Naman, who works at the Analytical Chemical Testing Lab in Mobile, Alabama, has been carrying out studies to search for the chemical markers of the dispersants BP used to both sink and break up its oil.
According to Naman, poly-aromatic hydrocarbons (PAHs) from this toxic mix are making people sick. PAHs contain compounds that have been identified as carcinogenic, mutagenic, and teratogenic.
Fisherman across the four states most heavily affected by the oil disaster - Louisiana, Mississippi, Alabama, and Florida - have reported seeing BP spray dispersants from aircraft and boats offshore.
"The dispersants are being added to the water and are causing chemical compounds to become water soluble, which is then given off into the air, so it is coming down as rain, in addition to being in the water and beaches of these areas of the Gulf," Naman added.
"I’m scared of what I'm finding. These cyclic compounds intermingle with the Corexit [dispersants] and generate other cyclic compounds that aren’t good. Many have double bonds, and many are on the EPA's danger list.
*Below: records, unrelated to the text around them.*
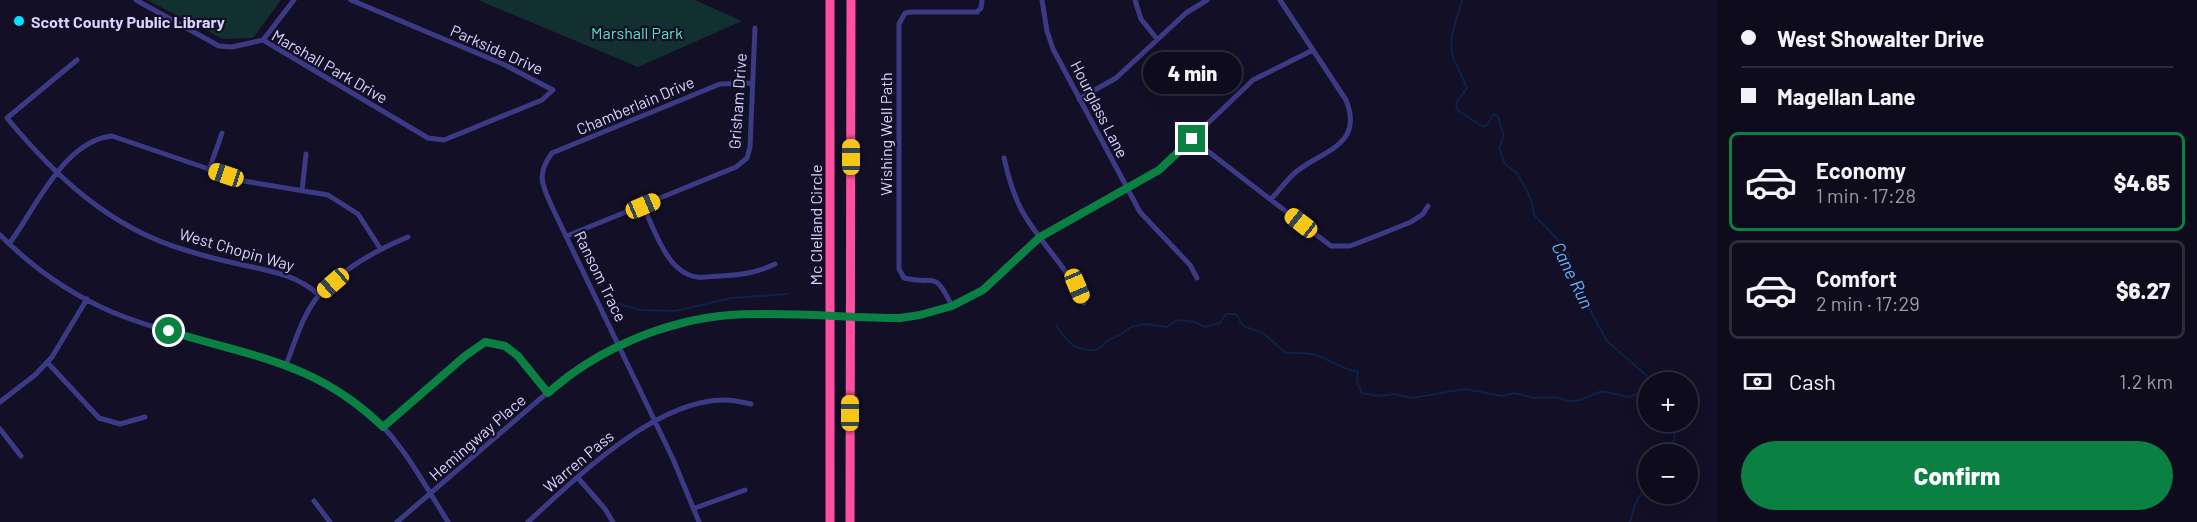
<!DOCTYPE html>
<meta charset="utf-8">
<style>
body{margin:0;font-family:Barlow,sans-serif;background:#1c1929;color:#f1f3f6;height:100vh;display:flex;flex-direction:column;font-size:22px;white-space:nowrap}
*{box-sizing:border-box;margin:0}
p{font-size:20px;color:#9b9ba3}
.icon{flex:none;width:33px;height:33px;fill:none;stroke:currentColor;stroke-width:2;stroke-linecap:round;stroke-linejoin:round}
.map{position:relative;flex:1;overflow:hidden}
.panel{display:flex;flex-direction:column;background:#0e0b1c;width:480px}
.panel>*{flex:none}
.banner{display:grid;align-content:center;height:132px;padding:0 24px;background:#0e0b1c}
.buttons{position:absolute;left:1638px;top:372px;display:grid;gap:12px}
.buttons a{display:grid;place-items:center;width:60px;height:60px;border-radius:50%;background:#0e0b1c;box-shadow:0 3px 15px #0003,0 0 0 2px #2e2b3b;font-size:30px}
.end{position:absolute;width:27px;height:27px;margin:-14px;border:8px solid #0b8043;background:#fff;box-shadow:0 0 0 3px #fff}
.from{border-radius:50%}
.bubble{position:absolute;height:42px;border-radius:21px;background:#0e0b1c;box-shadow:0 3px 15px #0003,0 0 0 2px #2e2b3b;font-size:20px;font-weight:800;line-height:42px;text-align:center}
.car{position:absolute;width:18px;height:36px;margin:-18px -9px;border-radius:8px;box-shadow:0 0 4px 2px #0007;background:linear-gradient(#f5c518 24%,#345 0 40%,#f5c518 0 76%,#345 0 86%,#f5c518 0)}
.banner b{display:flex;align-items:center;gap:21px;height:57px;font-size:22px}
.banner b+b{border-top:2px solid #2e2b3b}
.banner i{width:15px;height:15px;background:#f1f3f6}
ul{padding:0;list-style:none}
li{display:flex;align-items:center;gap:18px;height:99px;margin:0 12px 9px;padding:0 12px;border:3px solid #2e2b3b;border-radius:9px}
li div{flex:1}
li b{display:block;font-size:22px}
li em{font-style:normal;font-weight:800}
li.selected{border-color:#0b8043}
li>.icon{width:54px;height:54px;stroke-width:1.5}
.pay{display:flex;align-items:center;gap:15px;height:66px;padding:0 24px;font-size:22px}
.pay p{margin-inline-start:auto}
.primary-button{display:flex;gap:12px;margin-top:auto;padding:12px 24px}
.primary-button a{flex:1;height:69px;border-radius:36px;background:#0b8043;color:#fff;font-size:24px;font-weight:800;line-height:69px;text-align:center}
main{display:flex;flex:1;min-height:0}
.map>svg:first-child{display:block}
</style>
<main>
<div class="map">
<svg width="1717" height="522" viewBox="0 0 1717 522">
<rect width="100%" height="100%" fill="#130f26"/>
<!-- green -->
<path fill="#12302f" d="M147,0H281L253,38L223,39Z
M478,0H695L742,21L638,67Z"/>
<g fill="none" stroke-linecap="round" stroke-linejoin="round">
<!-- stream -->
<path stroke="#0c2248" stroke-width="2" d="M1462,0C1458,18 1447,38 1453,57C1457,67 1463,77 1467,88C1462,97 1454,99 1457,110L1482,126H1486L1494,114L1498,117L1504,136L1499,148L1505,164L1517,173L1528,193L1532,203L1534,215L1562,244L1569,256L1573,275L1581,294L1607,341L1654,382
M616,303L640,310L676,311L731,298L788,294
M1056,325C1068,343 1074,351 1097,350L1108,340L1120,335L1131,327L1145,324L1167,327L1177,320L1195,322L1205,327L1220,323L1226,314H1236L1243,326L1263,333L1286,353C1298,353 1309,352 1321,357C1336,363 1342,369 1358,372L1357,382L1362,393L1379,396L1394,394L1412,398L1465,389L1502,396L1515,393L1534,398L1554,397L1569,401L1580,400L1602,391L1629,397L1648,389
M1666,454L1674,442L1675,422
M1630,522L1635,505L1648,480"/>
<!-- street -->
<path stroke="#3d3a85" stroke-width="5" d="M136,0L219,46L232,47L263,40L428,138L444,140L542,100L553,90L503,64L351,0
M1042,0L1047,31L1053,49L1140,212L1190,265L1197,278
M1135,0L1141,19L1157,39
M263,40L294,0
M77,60L7,118C55,176 110,228 185,250C204,256 224,261 243,265C271,271 297,275 319,295
M1079,99L1116,78L1186,13L1207,0
M1192,139L1331,246H1350L1371,238L1411,222L1423,214L1428,206
M1004,158C1008,176 1013,194 1022,211C1040,243 1069,269 1084,303
M209,170L222,133
M302,191L306,154
M1271,199C1280,190 1287,179 1297,171C1324,150 1364,145 1346,100L1280,0
M643,206C655,230 667,273 697,277C704,278 713,276 720,276C740,275 757,273 775,264
M0,235C32,267 70,294 112,312C194,346 289,350 361,406C399,436 423,482 448,522
M567,236L736,167L747,158L750,147L755,28
M9,244C35,210 63,141 112,136L244,181L328,195L358,214L380,248
M952,306C933,268 936,286 904,278L899,269V24L905,13L912,12H977L981,8L982,0
M47,362L99,418L120,424L145,417
M286,365C295,342 303,313 320,294C344,268 376,250 408,237
M0,402L35,375L52,357L87,299
M383,427L465,356L485,342L505,346L518,356L548,393
M0,429L21,456
M578,478L605,509L613,522
M314,501L330,522
M695,508L745,490
M397,522L569,374L600,354L642,336L698,320L728,315L762,314L900,318L920,315L952,306L983,290L1040,237L1159,170L1253,80L1313,50
M528,522C576,478 655,400 724,400C732,400 742,402 751,404
M699,522L673,459L553,209C543,186 535,176 552,153L720,84L752,83"/>
<!-- highway -->
<path stroke="#ff4fa3" stroke-width="9" d="M830,522V0
M850,522L851,0"/>
</g>
<g fill="none" stroke-linecap="round" stroke-linejoin="round">
<!-- route -->
<path stroke="#0b8043" stroke-width="8" d="M169,331C253,357 316,362 383,427L465,356L485,342L505,346L518,356L548,393C596,350 665,320 730,315C787,311 844,318 900,318L920,315L952,306L983,290L1040,237L1159,170L1192,139"/>
</g>
<!-- markers -->
<circle fill="#00e5ff" stroke="#130f26" stroke-width="2" cx="19" cy="21" r="6"/>
<g text-anchor="middle" dominant-baseline="central" stroke-width="4.5" stroke-linejoin="round" paint-order="stroke">
<!-- poi labels -->
<g font-size="16" font-weight="bold" fill="#d9d4ff" stroke="#130f26" text-anchor="start">
<text x="31" y="21">Scott County Public Library</text>
</g>
<!-- park labels -->
<g font-size="16" fill="#5fe0c0" stroke="#130f26">
<text x="637" y="32">Marshall Park</text>
</g>
<!-- street labels -->
<g font-size="16" fill="#d9d4ff" stroke="#130f26">
<text transform="translate(497 49) rotate(24)">Parkside Drive</text>
<text transform="translate(330 66) rotate(30)">Marshall Park Drive</text>
<text transform="translate(737 101) rotate(-86)">Grisham Drive</text>
<text transform="translate(635 105) rotate(-23)">Chamberlain Drive</text>
<text transform="translate(1100 109) rotate(63)">Hourglass Lane</text>
<text transform="translate(885 134) rotate(-90)">Wishing Well Path</text>
<text transform="translate(815 225) rotate(-90)">Mc Clelland Circle</text>
<text transform="translate(237 249) rotate(16)">West Chopin Way</text>
<text transform="translate(601 276) rotate(64)">Ransom Trace</text>
<text transform="translate(477 437) rotate(-41)">Hemingway Place</text>
<text transform="translate(578 461) rotate(-40)">Warren Pass</text>
</g>
<!-- water labels -->
<g font-size="18" font-style="italic" fill="#62b6ff" stroke="#130f26">
<text transform="translate(1573 275) rotate(64)">Cane Run</text>
</g>
</g>
</svg>
<div class="buttons">
<a>+</a>
<a>−</a>
</div>
<i class="end from" style="left:169px;top:331px"></i>
<i class="end" style="left:1192px;top:139px"></i>
<div class="bubble" style="left:1143px;top:52px;width:99px">4 min</div>
<i class="car" style="left:851px;top:157px;rotate:0deg"></i>
<i class="car" style="left:226px;top:175px;rotate:288deg"></i>
<i class="car" style="left:643px;top:206px;rotate:67deg"></i>
<i class="car" style="left:1301px;top:223px;rotate:308deg"></i>
<i class="car" style="left:333px;top:283px;rotate:229deg"></i>
<i class="car" style="left:1077px;top:286px;rotate:157deg"></i>
<i class="car" style="left:850px;top:413px;rotate:0deg"></i>
</div>
<section class="panel">
<div class="banner">
<b><i class="from"></i>West Showalter Drive</b>
<b><i></i>Magellan Lane</b>
</div>
<ul>
<li class="selected"><svg class="icon" aria-label="car" viewBox="0 0 24 24"><path d="M5 17H2v-5l4-1 3-4h7l3 4 3 1v5h-3M9 17h6M6 11h13"/><circle cx="7" cy="17" r="2"/><circle cx="17" cy="17" r="2"/></svg><div><b>Economy</b><p>1 min · 17:28</p></div><em>$4.65</em></li>
<li><svg class="icon" aria-label="car" viewBox="0 0 24 24"><path d="M5 17H2v-5l4-1 3-4h7l3 4 3 1v5h-3M9 17h6M6 11h13"/><circle cx="7" cy="17" r="2"/><circle cx="17" cy="17" r="2"/></svg><div><b>Comfort</b><p>2 min · 17:29</p></div><em>$6.27</em></li>
</ul>
<div class="pay"><svg class="icon" aria-label="cash" viewBox="0 0 24 24"><path d="M3 7h18v10H3z"/><circle cx="12" cy="12" r="2"/></svg>Cash<p>1.2 km</p></div>
<div class="primary-button"><a>Confirm</a></div>
</section>
</main>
This is an unprecedented environmental catastrophe."
Commercial fisherman Donny Matsler also lives in Alabama.
"I was with my friend Albert, and we were both slammed with exposure," Matsler explained of his experience on August 5, referring to toxic chemicals he inhaled that he believes are associated with BP's dispersants. "We both saw the clumps of white bubbles on the surface that we know come from the dispersed oil."
Gruesome symptoms
"I started to vomit brown, and my pee was brown also," Matsler, a Vietnam veteran who lives in Dauphin Island, said. "I kept that up all day. Then I had a night of sweating and non-stop diarrhea unlike anything I’ve ever experienced."
He was also suffering from skin rashes, nausea, and a sore throat.
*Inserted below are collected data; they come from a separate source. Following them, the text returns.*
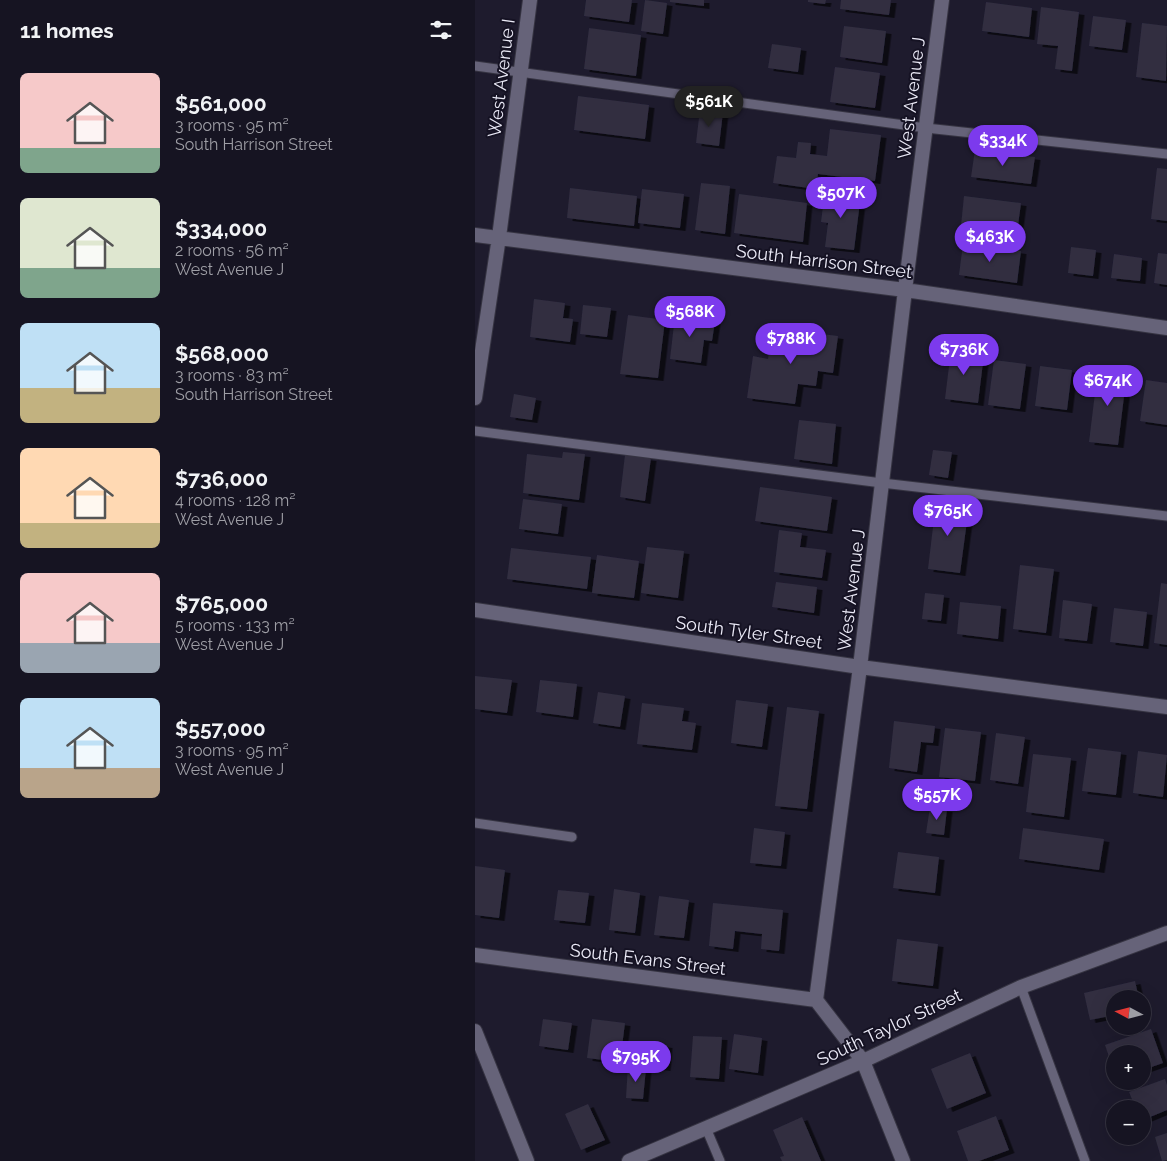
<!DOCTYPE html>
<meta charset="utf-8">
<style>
body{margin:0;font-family:Raleway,sans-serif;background:#23212f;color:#f1f3f6;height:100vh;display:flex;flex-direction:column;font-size:19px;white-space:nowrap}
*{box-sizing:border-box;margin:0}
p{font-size:16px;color:#9e9ea5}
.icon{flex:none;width:28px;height:28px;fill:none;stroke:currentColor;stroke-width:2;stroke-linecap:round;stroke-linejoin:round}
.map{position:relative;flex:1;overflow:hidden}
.sheet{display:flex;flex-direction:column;background:#161422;width:475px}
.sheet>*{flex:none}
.needle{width:32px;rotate:277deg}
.controls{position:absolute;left:631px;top:990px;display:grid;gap:10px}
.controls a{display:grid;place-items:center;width:45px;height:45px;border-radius:50%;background:#161422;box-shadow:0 5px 20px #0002,0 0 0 1px #353340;font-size:25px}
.price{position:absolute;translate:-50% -42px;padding:0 11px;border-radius:18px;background:#7c3aed;color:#fff;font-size:16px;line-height:32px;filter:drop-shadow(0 1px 2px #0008)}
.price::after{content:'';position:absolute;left:50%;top:30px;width:15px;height:11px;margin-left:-8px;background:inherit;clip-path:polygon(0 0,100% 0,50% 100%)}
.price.active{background:#222;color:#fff}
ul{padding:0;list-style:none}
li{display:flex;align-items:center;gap:15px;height:125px;padding:0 20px}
li span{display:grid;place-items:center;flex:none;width:140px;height:100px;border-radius:8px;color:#555}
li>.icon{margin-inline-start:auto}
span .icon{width:60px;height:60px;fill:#fffc;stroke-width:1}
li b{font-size:21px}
h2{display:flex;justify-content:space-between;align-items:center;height:60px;padding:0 20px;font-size:21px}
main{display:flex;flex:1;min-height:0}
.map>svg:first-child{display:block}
.building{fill:#312e41;filter:url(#shadow)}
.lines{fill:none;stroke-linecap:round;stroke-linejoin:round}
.service-casing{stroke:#363442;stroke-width:11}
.minor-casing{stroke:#363442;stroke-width:16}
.service{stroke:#666379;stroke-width:9}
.minor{stroke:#666379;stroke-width:14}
.labels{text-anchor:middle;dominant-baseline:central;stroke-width:4;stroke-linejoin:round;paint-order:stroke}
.street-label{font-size:18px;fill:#ebeaf7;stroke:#151223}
</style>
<main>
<section class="sheet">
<h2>11 homes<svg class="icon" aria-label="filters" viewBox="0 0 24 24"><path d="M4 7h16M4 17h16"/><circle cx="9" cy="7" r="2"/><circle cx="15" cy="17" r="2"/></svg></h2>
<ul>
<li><span style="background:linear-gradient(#f6c9c9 75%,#7fa58c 0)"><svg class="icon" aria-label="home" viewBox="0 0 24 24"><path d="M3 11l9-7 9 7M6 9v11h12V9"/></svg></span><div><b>$561,000</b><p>3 rooms · 95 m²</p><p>South Harrison Street</p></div></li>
<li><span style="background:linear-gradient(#dfe7d0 70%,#7fa58c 0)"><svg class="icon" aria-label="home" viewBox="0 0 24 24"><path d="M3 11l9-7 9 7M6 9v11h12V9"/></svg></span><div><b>$334,000</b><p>2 rooms · 56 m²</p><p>West Avenue J</p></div></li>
<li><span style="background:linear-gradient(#bfe0f5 65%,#c2b280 0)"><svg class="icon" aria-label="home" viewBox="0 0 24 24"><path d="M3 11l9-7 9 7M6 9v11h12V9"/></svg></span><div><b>$568,000</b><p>3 rooms · 83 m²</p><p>South Harrison Street</p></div></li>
<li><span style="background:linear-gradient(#ffd9b3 75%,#c2b280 0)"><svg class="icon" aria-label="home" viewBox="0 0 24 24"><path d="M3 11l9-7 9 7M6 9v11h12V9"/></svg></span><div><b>$736,000</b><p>4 rooms · 128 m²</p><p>West Avenue J</p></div></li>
<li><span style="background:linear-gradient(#f6c9c9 70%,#9aa5b1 0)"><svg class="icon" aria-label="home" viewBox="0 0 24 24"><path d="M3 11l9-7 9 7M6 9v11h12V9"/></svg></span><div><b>$765,000</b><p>5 rooms · 133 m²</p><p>West Avenue J</p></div></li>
<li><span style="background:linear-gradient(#bfe0f5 70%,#b9a48a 0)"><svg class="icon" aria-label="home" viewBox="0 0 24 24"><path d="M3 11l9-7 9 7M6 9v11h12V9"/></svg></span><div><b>$557,000</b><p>3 rooms · 95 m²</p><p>West Avenue J</p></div></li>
</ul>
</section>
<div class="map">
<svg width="692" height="1161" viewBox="0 0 692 1161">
<defs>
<filter id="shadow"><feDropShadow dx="5.5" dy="3" stdDeviation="0" flood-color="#0009"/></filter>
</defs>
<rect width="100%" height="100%" fill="#1e1b2d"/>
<path class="building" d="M111,0H157L154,22L109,16Z
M170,0L192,3L188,34L166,31Z
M195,0H229V6L195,2Z
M333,0H351L350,4L333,2Z
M366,0H416L414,15L365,9Z
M511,2L557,8L554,37L507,31Z
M566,7L604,12L597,71L580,69L583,46L562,44Z
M618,16L651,20L647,50L614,46Z
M667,23L692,26L691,81L661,77Z
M369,26L411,31L407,63L365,57Z
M114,28L166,35L161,76L109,69Z
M297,44L326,48L323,72L293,68Z
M360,67L405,73L400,108L355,102Z
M103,96L174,105L170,139L99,130Z
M225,109L248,112L244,146L221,143Z
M355,129L406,135L400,181L343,174L341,189L298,183L302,156L321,158L323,142L336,143L335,154L352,156Z
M500,150L560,157L556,184L496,177Z
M682,168L692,169V221L676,219Z
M226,183L255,186L250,234L220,230Z
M95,188L162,196L159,226L92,218Z
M167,189L209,194L205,228L163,223Z
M350,190L386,194L379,250L350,247L353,223L346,222Z
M264,194L332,203L328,242L259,233Z
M489,196L546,203L542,233L486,226Z
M488,244L546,251L542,283L484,275Z
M596,247L621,250L618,276L593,273Z
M683,253L692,254V285L679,283Z
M639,254L667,258L665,281L636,278Z
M59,299L90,303L88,318L98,319L95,342L55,337Z
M108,305L136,308L132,337L105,334Z
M153,315L190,320L183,378L145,374Z
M200,316L240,321L237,341L229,340L226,363L195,359Z
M298,328L363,336L358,373L343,371L341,386L323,384L320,404L272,398L278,356L293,359Z
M476,350L509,354L503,403L470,399Z
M519,360L551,364L545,409L513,405Z
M565,366L597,370L592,410L560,406Z
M623,369L652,372L643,445L614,442Z
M671,380L692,383V425L665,421Z
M39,394L61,398L57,420L35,417Z
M324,420L361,424L357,464L319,459Z
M458,450L477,452L473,478L454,475Z
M88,452L110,454L104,500L48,493L52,454L87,458Z
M150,455L176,458L170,501L145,497Z
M285,487L357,497L352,531L280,521Z
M48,499L87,504L83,534L44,529Z
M461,502L494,506L485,573L453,569Z
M304,530L327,533L325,547L351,550L347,578L299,572Z
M172,547L209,551L203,598L166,593Z
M36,548L116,557L112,589L32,579Z
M122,555L164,561L159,598L117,593Z
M545,565L579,569L571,633L538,629Z
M301,582L342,587L339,613L297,607Z
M686,583L692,584V645L679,643Z
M450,593L469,595L466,621L447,619Z
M588,600L617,604L612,641L584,638Z
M485,602L526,606L523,639L482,634Z
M639,608L672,612L668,646L635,642Z
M0,676L37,680L32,713L0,709Z
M65,680L102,684L98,717L61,712Z
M123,692L150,696L145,727L118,723Z
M261,700L293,704L287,747L256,743Z
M167,703L209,708L207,721L221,723L217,750L162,744Z
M312,707L344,711L332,809L300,806Z
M419,721L460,726L458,743L446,742L442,772L414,768Z
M470,728L506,732L500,781L464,777Z
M521,733L550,737L543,784L515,780Z
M613,748L646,752L641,795L607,791Z
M663,751L692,755L688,797L658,793Z
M558,754L596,758L589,817L551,812Z
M455,807L472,809L469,835L451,833Z
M279,828L310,832L306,866L275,863Z
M548,828L629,839L624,870L544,859Z
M423,852L464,857L460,893L418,888Z
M0,866L30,870L24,918L0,915Z
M139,889L165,893L160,933L134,930Z
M83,890L114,893L110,923L79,920Z
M184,896L214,900L209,938L179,935Z
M238,903L308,910L304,951L286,949L287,934L260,931L258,949L234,946Z
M422,939L463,944L458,986L417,981Z
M660,981L664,999H640V1015L615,1020L609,993Z
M68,1019L97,1023L93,1050L64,1046Z
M117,1019L150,1023L145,1062L112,1058Z
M676,1029L688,1063L668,1070V1054H640V1074L630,1045Z
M259,1034L287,1038L283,1073L254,1069Z
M218,1036L247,1037L244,1079L215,1077Z
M177,1043L192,1045L190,1068L174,1066Z
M495,1053L511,1093L472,1109L456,1069Z
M153,1066L171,1068L168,1099L151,1098Z
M690,1079L692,1085V1110L668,1120V1109H661L654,1092Z
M113,1104L130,1140L106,1150L90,1114Z
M521,1116L534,1150L504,1161H493L482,1131Z
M327,1117L346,1161H307L305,1157L309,1156L298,1130Z
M692,1133V1160L687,1161L680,1137Z"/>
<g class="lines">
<g class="service-casing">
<path id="service" d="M0,66L451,128L692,154
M0,431L407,483L692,516
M0,823L97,837
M546,987L610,1161
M231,1128L245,1161"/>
</g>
<g class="minor-casing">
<path id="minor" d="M0,235L430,290L692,328
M0,398L24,237L55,0
M0,610L385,667L692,707
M0,955L341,1000
M0,1031L52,1161
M154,1161L388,1061L546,987L692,933
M428,1161L388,1061L341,1000L385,667L430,290L467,0"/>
</g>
<use href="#service" class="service"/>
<use href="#minor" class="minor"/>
</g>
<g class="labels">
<g class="street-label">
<text transform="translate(26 78) rotate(-83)">West Avenue I</text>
<text transform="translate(436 98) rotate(-83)">West Avenue J</text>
<text transform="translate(349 261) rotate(7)">South Harrison Street</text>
<text transform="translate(376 590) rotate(-83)">West Avenue J</text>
<text transform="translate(274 632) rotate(8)">South Tyler Street</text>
<text transform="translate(173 959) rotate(7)">South Evans Street</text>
<text transform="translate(414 1027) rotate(-25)">South Taylor Street</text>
</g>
</g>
</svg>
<div class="controls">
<a><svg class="needle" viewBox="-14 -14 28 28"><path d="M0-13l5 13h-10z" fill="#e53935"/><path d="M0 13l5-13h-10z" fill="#9e9ea5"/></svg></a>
<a>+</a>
<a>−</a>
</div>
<b class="price active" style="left:234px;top:128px">$561K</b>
<b class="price" style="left:528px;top:167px">$334K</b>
<b class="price" style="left:366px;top:219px">$507K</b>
<b class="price" style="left:515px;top:263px">$463K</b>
<b class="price" style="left:215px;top:338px">$568K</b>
<b class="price" style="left:316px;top:365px">$788K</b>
<b class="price" style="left:489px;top:376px">$736K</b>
<b class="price" style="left:633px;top:407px">$674K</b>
<b class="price" style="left:473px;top:537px">$765K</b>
<b class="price" style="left:462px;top:821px">$557K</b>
<b class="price" style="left:161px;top:1083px">$795K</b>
</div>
</main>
At roughly the same time Matsler was exposed, local television station WKRG News 5 took a water sample from his area to test for dispersants. The sample literally exploded when it was mixed with an organic solvent separating the oil from the water.
Naman, the chemist who analyzed the sample, said: "We think that it most likely happened due to the presence of either methanol or methane gas or the presence of the dispersant Corexit."
"I'm still feeling terrible," Matsler told Al Jazeera recently. "I'm about to go to the doctor again right now. I'm short of breath, the diarrhea has been real bad, I still have discoloration in my urine, and the day before yesterday, I was coughing up white foam with brown spots in it."
As for Matsler's physical reaction to his exposure, Hugh Kaufman, an EPA whistleblower and analyst, has reported this of the effects of the toxic dispersants:
"We have dolphins that are hemorrhaging. People who work near it are hemorrhaging internally. And that’s what dispersants are supposed to do … And, for example, in the Exxon Valdez case, people who worked with dispersants, most of them are dead now."
By the middle of last summer, the Alabama Department of Public Health said that 56 people in Mobile and Baldwin counties had sought treatment for what they believed were oil disaster-related illnesses.